On popularity over time

This post is about homemade science. There's probably lots of wheel reinventing going on, since I'm not very knowledgeable about theory, but it illustrates how to craft your own "research" pipelines.

I was wondering how something posted online varies in popularity over time, but I had no data to analyze. Then I remembered YouTube has a cute little "Show Video Statistics" button:

So I saved a bunch of these in a folder, and ran the following command:
convert * -average a.png
This uses a program called ImageMagick to average the pictures. I obtain the following result:

I then proceeded to crop and rescale the image, such that a pixel on the horizontal scale is a day, and a pixel on the vertical scale is the percentage of the total views. Then, if I vertically mirror the image, the X and Y coordinates of the pixels represent the data I'm looking for. I adjust colors, canvas size to 200 vertically, Gaussian blur vertically 100px, threshold and trim conveniently, and draw a convenient line:


Now I write down some coordinates from the line, then plug them into Formulize. I set the target function to be:
D(visitors, day) = f(day)

This tells Formulize that we want to find the derivative of the function w.r.t. the number of days.
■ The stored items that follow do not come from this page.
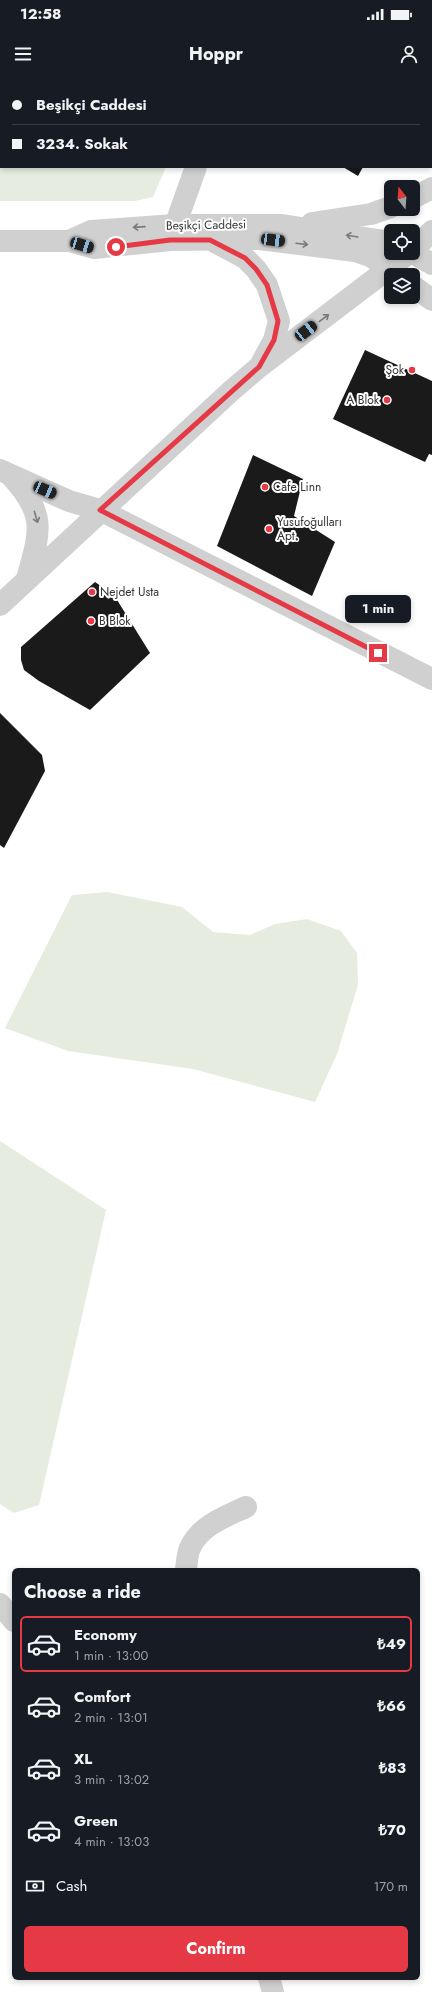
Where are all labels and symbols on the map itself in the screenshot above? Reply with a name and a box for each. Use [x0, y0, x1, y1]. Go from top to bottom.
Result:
north arrow [384, 180, 420, 216]
street label: Beşikçi Caddesi [166, 215, 246, 235]
one-way arrow [133, 224, 146, 231]
one-way arrow [346, 232, 359, 240]
car [260, 233, 286, 247]
car [69, 236, 95, 254]
route start [107, 238, 125, 256]
one-way arrow [295, 240, 308, 248]
one-way arrow [318, 313, 329, 322]
car [293, 319, 319, 343]
place label: Şok [386, 361, 405, 379]
marker: Şok [407, 365, 417, 375]
place label: A Blok [346, 391, 380, 409]
marker: A Blok [382, 395, 392, 405]
place label: Cafe Linn [273, 478, 321, 496]
car [32, 480, 58, 500]
marker: Cafe Linn [260, 482, 270, 492]
one-way arrow [33, 511, 40, 524]
place label: Yusufoğulları Apt. [277, 513, 342, 545]
marker: Yusufoğulları Apt. [264, 524, 274, 534]
place label: Nejdet Usta [100, 583, 159, 601]
marker: Nejdet Usta [87, 587, 97, 597]
callout: 1 min [345, 595, 411, 623]
place label: B Blok [99, 612, 131, 630]
marker: B Blok [86, 616, 96, 626]
route end [369, 644, 387, 662]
We want the derivative, because YouTube plots the total views, but we want the views per day.
Also, I select many functions to make use of, since this is a nonlinear thing that I'm trying to approximate.
Then I run for a little bit, and I get the following:


Yays! The best match is a function of the form exp(-x^2) - which is actually a Gaussian function (or the bell curve). Now we know that the visits per day to something posted online decrease similarly to the right side of a Normal distribution. This can be probably derived from some theory somewhere, and if you know any papers or such, please comment!
If a dataset matches the normal distribution, it means it's just like you tried to throw darts at the center, but the points you hit are a bit off. This particular dataset is the same, except all the hits are after the publishing time (since you can't see a post before it's posted.)
This kind of empirical thinking is greatly valued among scientific people. If you enjoy doing stuff like this, consider pursuing a career in research.